Van Hoof continued north. He followed dirt tracks across fallow fields, drove silently through a forest on a pine-needle carpet, idled slowly for a time behind a herd of reddish-colored milk cows on a muddy farm road. He didn’t look at his map.
By the time we reached our warehouse headquarters, it was dark. Van Hoof swung the van to the far side of the stacked blocks, flashed the headlights twice, then turned off the ignition. He rolled down the driver’s-side window and cold air surged into the van. After a half minute, Hilly-Anne’s pale face was framed in the opening, her hand inside her jacket.
Van Hoof said something in Flemish. I heard Erika’s name. Then, from the woman, an expletive powered as much by sorrow as by rage. Hurried footsteps on the gravel. A second face at the window, hair skinned back in a ducktail. Danièle. Van Hoof kept tal
king, giving instructions. He turned, asked Stefan a question.
Stefan slowly spelled out a long German surname.
Van Hoof turned back to the women.
“We must get out now,” Stefan told me. “Hilly-Anne and Danièle will take the van.”
I clutched Erika’s shoulder. My voice came out too harsh. “Disposing of the body?”
“They’ll bring her to a man who’s helped us before,” Stefan said. He put his hand on my wrist. “He’ll take care of her and the paperwork.”
I unclenched my fingers. But I didn’t move my hand.
Stefan gently lifted it away. “Her parents. We’ll send her home, to them.”
Yes. They’d need that. I knew nothing of Jewish funerals. But I knew grief.
I sat up. When van Hoof opened the rear door, I climbed out to the ground. Together, we helped Stefan out. Then I slammed the door. Van Hoof supported Stefan as he limped toward the warehouse. I lingered for another minute, watching Hilly-Anne pull herself up behind the wheel. Her door thudded shut. Then, Danièle slammed the passenger door. They were both leaving. With Krüger on the run, we no longer needed sentries. The headlights cut a swath through the darkness. I smelled exhaust, felt the heat blow against my leg. Tires grumbled over the frozen stones. The van rolled slowly forward and out of the lot. I watched until the taillights disappeared.

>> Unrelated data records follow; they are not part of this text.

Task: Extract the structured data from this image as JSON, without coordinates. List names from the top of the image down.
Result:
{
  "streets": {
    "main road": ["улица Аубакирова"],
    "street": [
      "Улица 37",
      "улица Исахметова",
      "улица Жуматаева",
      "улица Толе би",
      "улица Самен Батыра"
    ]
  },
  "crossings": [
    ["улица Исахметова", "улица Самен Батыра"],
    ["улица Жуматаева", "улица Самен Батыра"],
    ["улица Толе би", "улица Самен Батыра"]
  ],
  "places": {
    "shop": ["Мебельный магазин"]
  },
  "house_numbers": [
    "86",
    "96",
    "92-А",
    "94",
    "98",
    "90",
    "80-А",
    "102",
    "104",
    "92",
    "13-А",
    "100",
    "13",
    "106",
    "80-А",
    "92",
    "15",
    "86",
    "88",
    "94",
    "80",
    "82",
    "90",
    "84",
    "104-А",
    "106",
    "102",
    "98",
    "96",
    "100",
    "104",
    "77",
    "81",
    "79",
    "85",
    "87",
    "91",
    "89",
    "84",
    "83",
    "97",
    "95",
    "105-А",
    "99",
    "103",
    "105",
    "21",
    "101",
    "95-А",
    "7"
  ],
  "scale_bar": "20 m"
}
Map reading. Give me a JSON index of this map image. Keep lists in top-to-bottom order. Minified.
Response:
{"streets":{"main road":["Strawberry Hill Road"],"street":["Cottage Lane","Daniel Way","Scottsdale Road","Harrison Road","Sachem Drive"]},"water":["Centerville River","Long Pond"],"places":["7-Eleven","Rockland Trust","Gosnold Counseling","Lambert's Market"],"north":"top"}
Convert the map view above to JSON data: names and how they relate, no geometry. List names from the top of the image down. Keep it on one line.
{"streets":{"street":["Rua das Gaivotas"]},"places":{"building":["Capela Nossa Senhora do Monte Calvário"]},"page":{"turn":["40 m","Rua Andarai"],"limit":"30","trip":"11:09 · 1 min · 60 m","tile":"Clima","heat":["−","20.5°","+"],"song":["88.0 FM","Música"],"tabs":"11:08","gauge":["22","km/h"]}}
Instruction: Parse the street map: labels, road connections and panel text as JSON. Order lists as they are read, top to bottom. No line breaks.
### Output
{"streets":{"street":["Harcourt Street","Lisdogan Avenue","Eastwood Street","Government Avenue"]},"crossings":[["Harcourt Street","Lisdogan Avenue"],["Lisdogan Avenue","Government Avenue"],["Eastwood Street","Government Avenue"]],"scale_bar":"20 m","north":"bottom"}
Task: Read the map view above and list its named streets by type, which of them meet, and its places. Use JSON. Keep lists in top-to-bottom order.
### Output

I had to let her go. Erika, so newly my friend. She’d died protecting me. Oh! Standing there, alone now in that cold, lifeless place, it hurt me so to let her slip away.
I turned and walked toward the warehouse. I felt as if I were slogging through mud.
Inside, I went directly to the cubicle where I’d left my father. I found him playing against Bert in a game of cribbage. A space heater glowed in the corner and the air was thick with the smell of unwashed clothes. My father moved his peg along the board, counting under his breath. He looked up at me, annoyed, then resumed counting. He was winning. He hadn’t beaten me at cribbage in the past couple of years. Why hadn’t I noticed that? Why hadn’t I let him win a game from time to time? Bert was better than I was at dealing with my father’s illness.